Der Besuch in Bayreuth


Walpurgas Ferienaufenthalt daheim mußte nun etwas abgekürzt werden, da sie mit Frau Doktor nach Bayreuth reisen sollte.

Die Eltern ließen sie nur ungern früher fort, aber sie wollten ihrem Kinde doch die Freude nicht trüben.

Und Walpurga freute sich unsagbar auf den Nibelungen-Zyklus. Ihr ganzes Wesen schien überhaupt wie beschwingt, seit Richard Wagner in ihr Schicksal eingegriffen hatte.

Sie konnte nun kaum die Zeit erwarten, bis sie mit ihren Gesangsstudien beginnen konnte.

An Frau Dr. Moritz hatte sie gleich, nachdem der König und Richard Wagner ihr Elternhaus verlassen hatten, geschrieben und ihr mitgeteilt, daß sie nach Bayreuth reisen sollten.

Frau Doktor war eine große Wagnerschwärmerin und freute sich nicht wenig auf diese Aufführungen.

Als nun Walpurga im Institut eingetroffen war und Frau Doktor mit leuchtenden Augen erzählt hatte, wie der König und Richard Wagner über ihre Zukunft bestimmt hatten, da sagte diese lächelnd:

»Liebes Kind, so hat sich von selbst gefügt, was ich dem König als Bitte vortragen wollte. Dein Musiklehrer hat es mir zur Pflicht gemacht, Seine Majestät darum zu bitten, daß er Dich zur Sängerin ausbilden lassen möchte. Auch ich selbst habe mir schon oft gedacht, daß Du zur Künstlerin geboren bist. Ich kenne Dich ja nun so lange Jahre und kann mir wohl ein Urteil darüber erlauben.

Und daß sich der berühmte Richard Wagner selbst für Dich verwendet, beweist mir, daß Dir wirklich eine große Zukunft beschieden ist. Möge Dir auch eine glückliche zuteil werden. Ich wünsche Dir von Herzen alles Gute, denn Du verdienst es!«

Die beiden Damen rüsteten sich nun freudig zur Reise nach Bayreuth.

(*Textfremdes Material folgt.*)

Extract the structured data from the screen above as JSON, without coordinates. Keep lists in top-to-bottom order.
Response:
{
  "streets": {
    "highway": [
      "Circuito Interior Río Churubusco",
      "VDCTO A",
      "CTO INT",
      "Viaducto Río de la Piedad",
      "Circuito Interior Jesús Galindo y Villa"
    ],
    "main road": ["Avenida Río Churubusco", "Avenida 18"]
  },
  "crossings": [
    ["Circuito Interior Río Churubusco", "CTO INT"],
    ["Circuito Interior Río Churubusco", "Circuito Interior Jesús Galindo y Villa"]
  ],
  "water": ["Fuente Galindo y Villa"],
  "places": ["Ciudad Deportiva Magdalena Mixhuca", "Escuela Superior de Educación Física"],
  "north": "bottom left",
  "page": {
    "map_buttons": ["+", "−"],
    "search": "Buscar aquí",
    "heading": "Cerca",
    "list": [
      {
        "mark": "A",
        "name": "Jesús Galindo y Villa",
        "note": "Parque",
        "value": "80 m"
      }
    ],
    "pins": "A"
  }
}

Frau Dr. Moritz war nicht minder erwartungsvoll als Walpurga. Sie konnte ja noch mehr als diese ermessen, welche Auszeichnung ihnen zuteil wurde. Tausende mußten auf die Teilnahme an diesem großen künstlerischen Ereignis verzichten, weil nur der kleinste Teil aller, die sich darum bemühten, Einlaß zu diesen Vorstellungen finden konnte.

Es waren unvergeßliche Tage für Walpurga sowohl wie für alle, die diese Erstaufführung des Nibelungen-Zyklus erleben durften.

Eine glänzende Gesellschaft war in Bayreuth versammelt. Der Deutsche Kaiser, König Ludwig und viele andere Fürsten, eine Menge berühmter Leute und die Abgesandten der hervorragendsten deutschen Zeitungen waren anwesend. Und alle diese Menschen waren sich bewußt, etwas Großes zu erleben.

Walpurga saß wie im Traum, wie in eine andere Welt versetzt neben Frau Dr. Moritz im Zuschauerraum.

So erregt umklammerte sie immer wieder den Arm ihrer Begleiterin, daß diese ihr leise beruhigend die Hand streichelte, obwohl sie selbst sehr erregt war.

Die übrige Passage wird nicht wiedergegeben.